However some media critics, China scholars and officials of both the Chinese and American governments criticized some aspects of the coverage, and maintained that distortions caused by the media prism had an unnaturally disruptive impact on public opinion and policy-making in both countries. Complaints included the following: that American news organizations failed to provide advance warnings of the anti-government movement; showed emotional bias in painting a too-absolute picture of good students against an evil government; exaggerated the democratic and anti-Communist goals of the protesters; overlooked the fact that street politics are not likely to overthrow a Communist regime unless an opposition group exists and is ready to move into the halls of government; ignored the rural aspects of the uprising; did not cover as early as it should have the underlying power struggle between political factions in the Chinese Communist Party; provided insufficient warning of the repression that eventually came; and gave an inaccurate account of the violence during the night of June 3-4.

It was the combination of unprecedented coverage, stunning impact, and differences of opinion over its quality and effect that prompted the Shorenstein Barone Center to embark on this study. The Center's function is to analyze the role of the media, as democracy evolves and the world shrinks, and to assist the press and policy-makers in finding the best ways to protect the public interest.

Our aim has been to help sort out the record, evaluate press performance (without pretending we could have done a better job--we could not have, we are not journalists) and offer suggestions for future United States media coverage of such critical international events. Among the questions considered were: Why was the China story approached as it was? Was anything missing from the articles and pictures that could have provided greater accuracy and understanding? Why was this source tapped rather than that? Did technology take over the story? If the public occasionally was misinformed, was this simply out of the press's eagerness to fully inform, or for a less praiseworthy reason? Was the public demanding such massive coverage; did the competition spur it; or did the story simply grow like a vine in the tropics and make its own space?

Over and above evaluation there is the issue of how the media pulled off the powerful role it did in the Beijing Spring, and the lessons in that effort for the future relationship among the press, public opinion, and foreign policy-making. So we probed the deployment of personnel, the use of evolving technologies, the nature of the varying roles of bureau chief, editor, "parachutist," visit journalist, anchor person, and producer. We took into account the high expectations of the Chinese students of what the American media could and would do.

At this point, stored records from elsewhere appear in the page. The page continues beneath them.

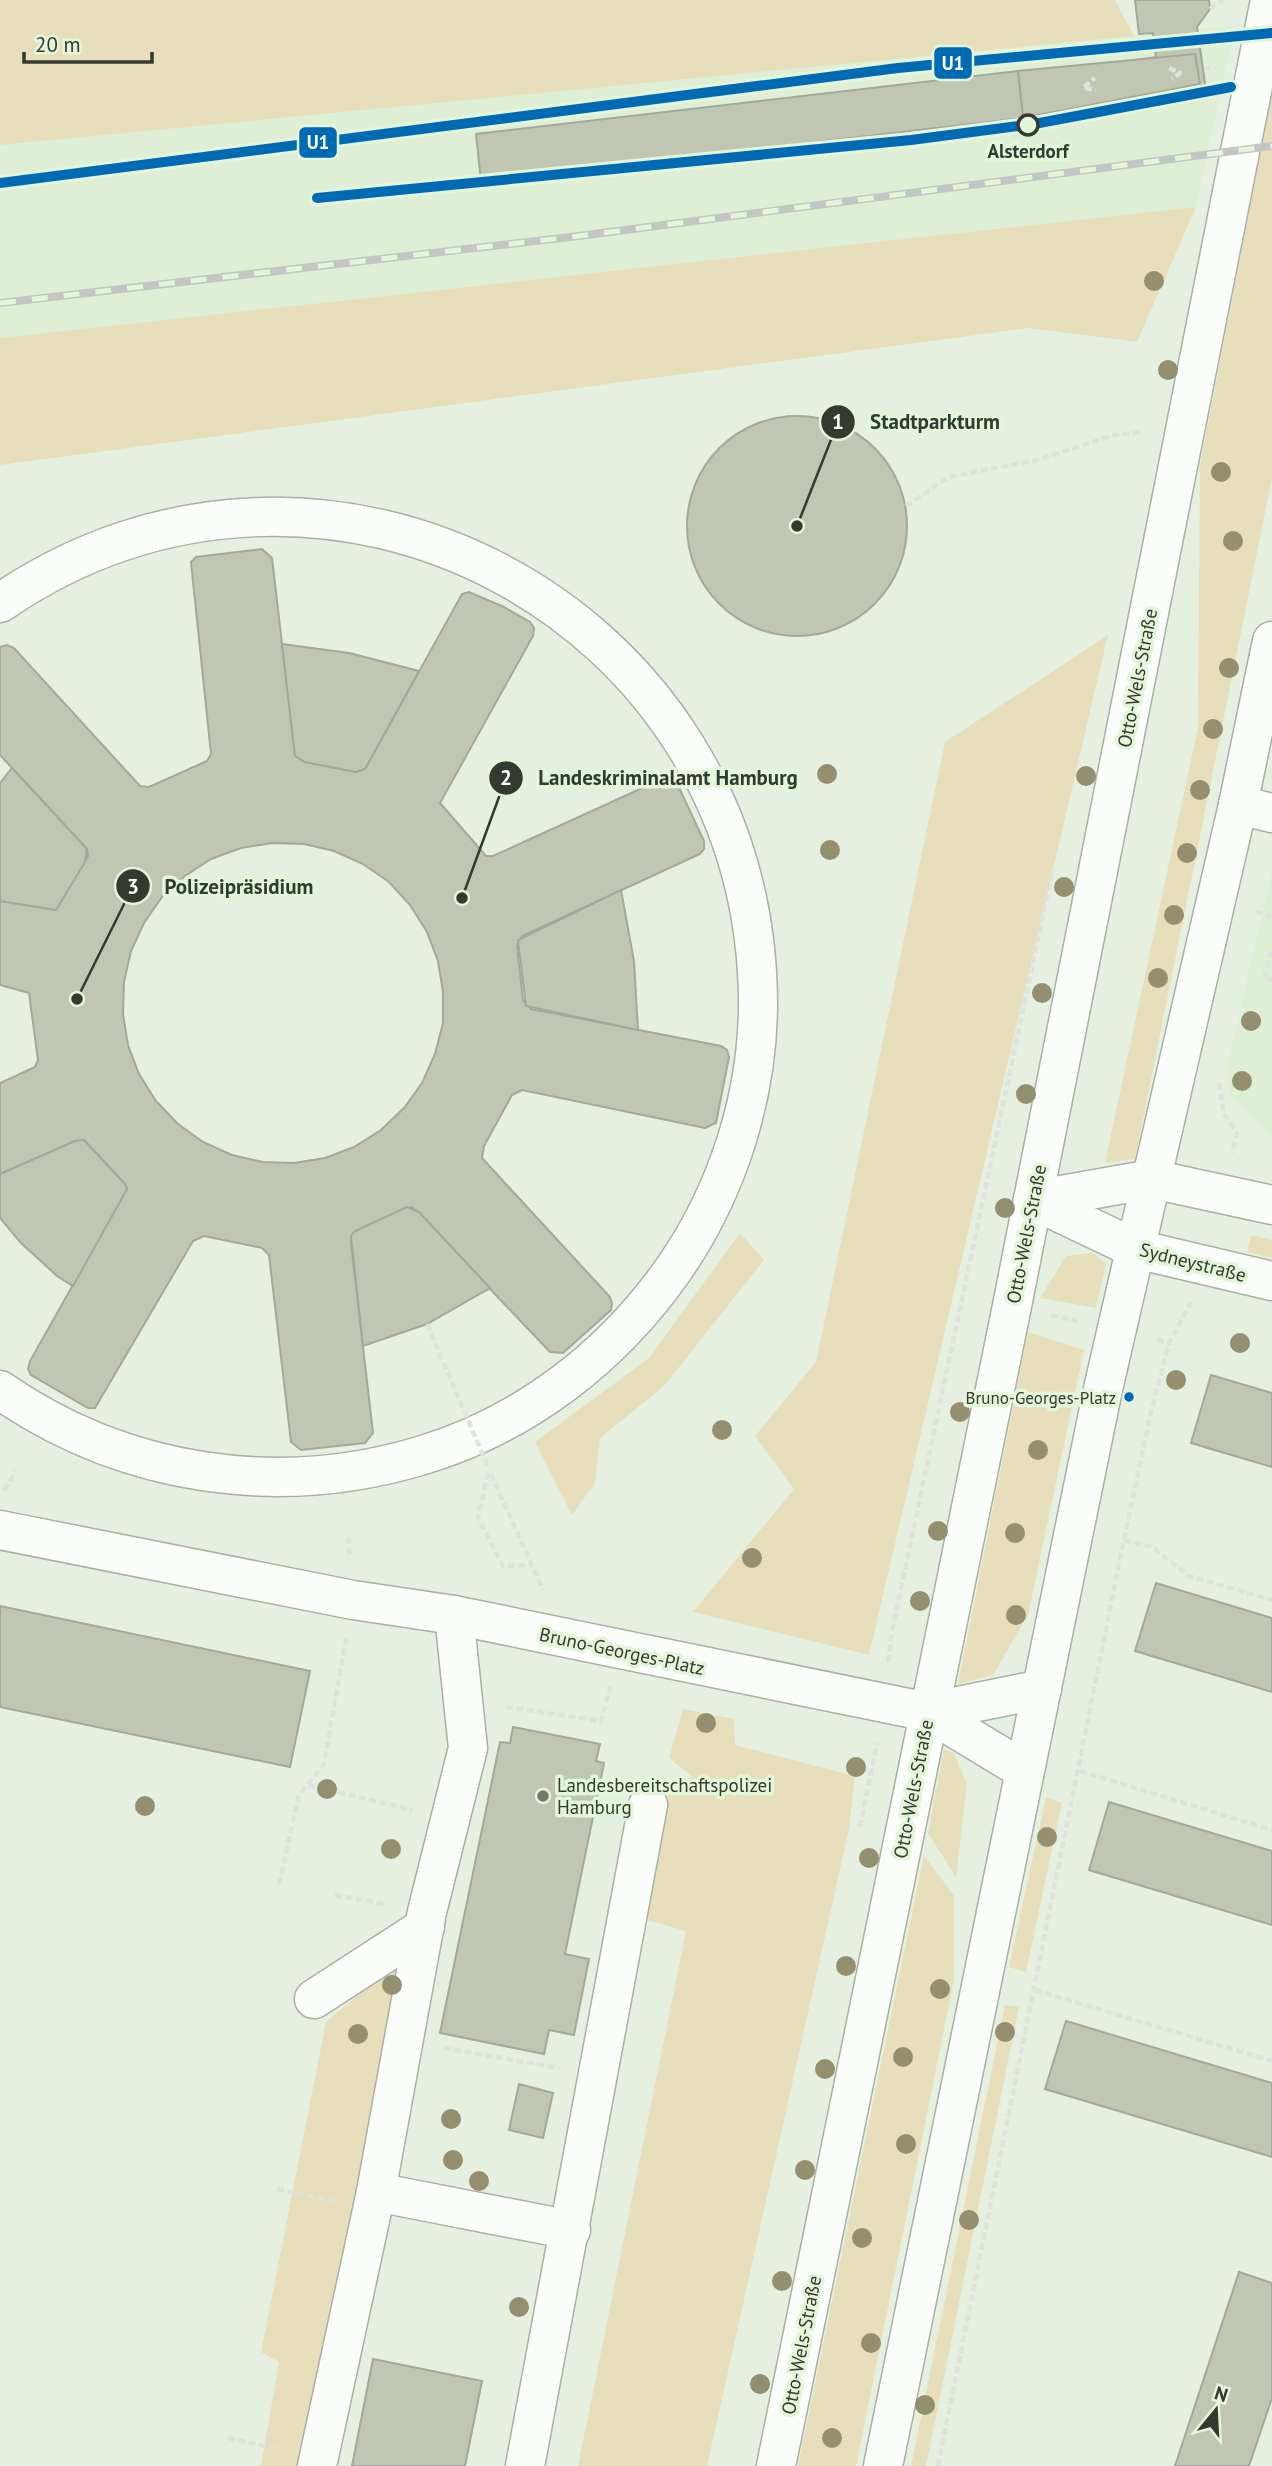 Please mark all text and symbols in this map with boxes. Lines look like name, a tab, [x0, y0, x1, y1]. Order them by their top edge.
scale bar	[24, 21, 152, 65]
text: 20 m	[35, 31, 81, 58]
line badge: U1	[933, 46, 973, 80]
text: U1	[942, 51, 964, 75]
marker: Alsterdorf	[1017, 114, 1039, 136]
line badge: U1	[298, 126, 338, 159]
text: U1	[307, 130, 329, 154]
place label: Alsterdorf	[987, 139, 1070, 163]
callout: Stadtparkturm	[821, 401, 1014, 443]
text: 1	[832, 408, 844, 435]
text: Stadtparkturm	[870, 408, 1000, 435]
street label: Otto-Wels-Straße	[1112, 607, 1162, 749]
callout: Landeskriminalamt Hamburg	[489, 757, 812, 799]
text: 2	[500, 764, 512, 791]
text: Landeskriminalamt Hamburg	[538, 764, 798, 791]
callout: Polizeipräsidium	[115, 865, 327, 907]
text: 3	[127, 873, 139, 900]
text: Polizeipräsidium	[165, 873, 313, 900]
street label: Otto-Wels-Straße	[1001, 1163, 1051, 1305]
street label: Sydneystraße	[1137, 1237, 1249, 1287]
place label: Bruno-Georges-Platz	[966, 1387, 1116, 1409]
marker: Bruno-Georges-Platz	[1122, 1390, 1136, 1404]
street label: Bruno-Georges-Platz	[537, 1622, 707, 1680]
street label: Otto-Wels-Straße	[888, 1718, 938, 1860]
place label: Landesbereitschaftspolizei Hamburg	[557, 1773, 772, 1819]
marker: Landesbereitschaftspolizei Hamburg	[535, 1788, 551, 1804]
street label: Otto-Wels-Straße	[776, 2274, 826, 2416]
north arrow	[1181, 2375, 1251, 2445]
text: N	[1212, 2380, 1231, 2407]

This is a report which raises as many questions as it resolves. The final truth about the Beijing Spring and its terrible denouement is not yet established, and may never be. Nor is the Sino-American relationship a static phenomenon, but rather a constantly evolving and perhaps very resilient one.

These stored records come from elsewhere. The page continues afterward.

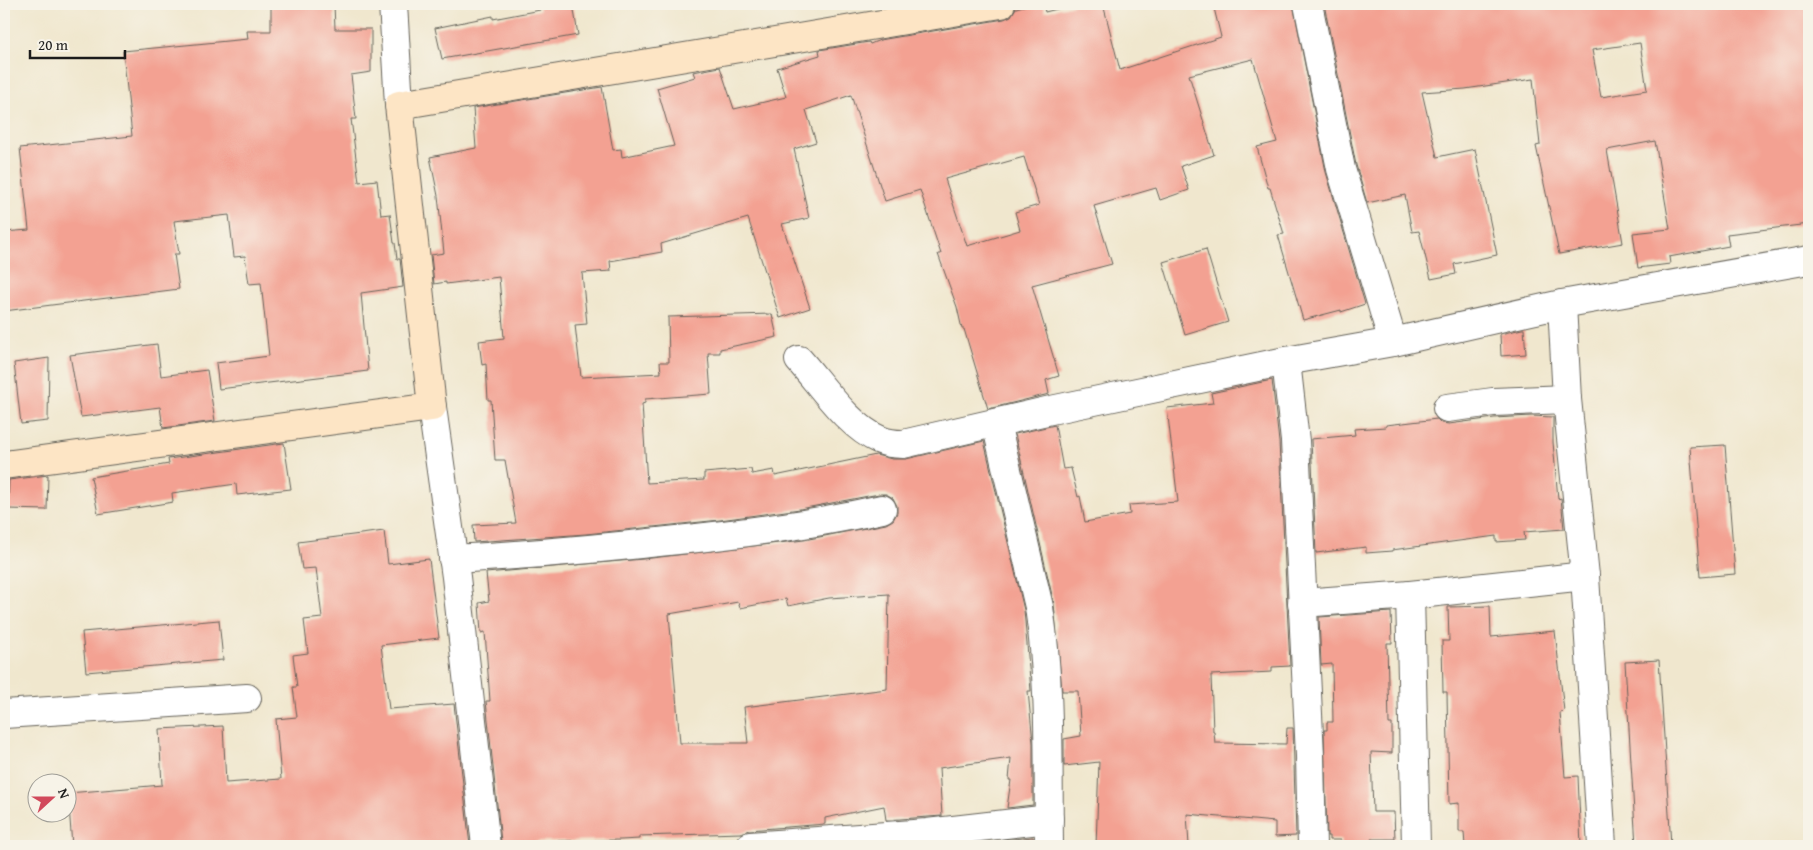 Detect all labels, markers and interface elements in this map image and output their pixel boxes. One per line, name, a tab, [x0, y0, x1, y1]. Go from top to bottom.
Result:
scale bar	[30, 28, 125, 60]
text: 20 m	[38, 34, 69, 55]
north arrow	[28, 772, 78, 822]
text: N	[53, 785, 75, 802]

The report points beyond the case of the China crisis to the constantly growing and changing role of the press in the public life of our time. What can we learn about the different roles of camera, tape recorder, and notebook? We ask a question that Walter Goodman of the New York Times posed in a different context (that of the Kurds): "Should American policy be driven by scenes that happen to be accessible to cameras and that make the most impact on the screen?" The China event produced a spiral of press/politics of a kind which should be understood better than it is.

If there is a certain presumption in the Joan Shorenstein Barone Center's seeking to evaluate the performance of the highly professional journalistic force which covered the China crisis, we hope to justify that presumption by offering an objective study of issues which the working press and policy-makers have not had the time or distance to evaluate on their own.

Scope:

The aim was to review a variety of media organizations whose coverage of the events in China had the most impact on large segments of the American population, and upon the elites involved in the U.S. political and policy decisions that stemmed from those events. We reviewed the output of eight of these: the television news of the American Broadcasting Company, Columbia Broadcasting System, and Cable News Network; the print coverage of the Los Angeles Times, the New York Times, the Washington Post, the Associated Press, and Time magazine. Allowing for the fact that no sample can represent the whole, it is only the output of these eight news organizations to which we refer when we comment on United States media coverage of the events in China (it would have been useful to have included a non-American media organization in order to isolate the cultural component in United States media performance and the exact relation of press to public policy, but this was beyond the Center's resources).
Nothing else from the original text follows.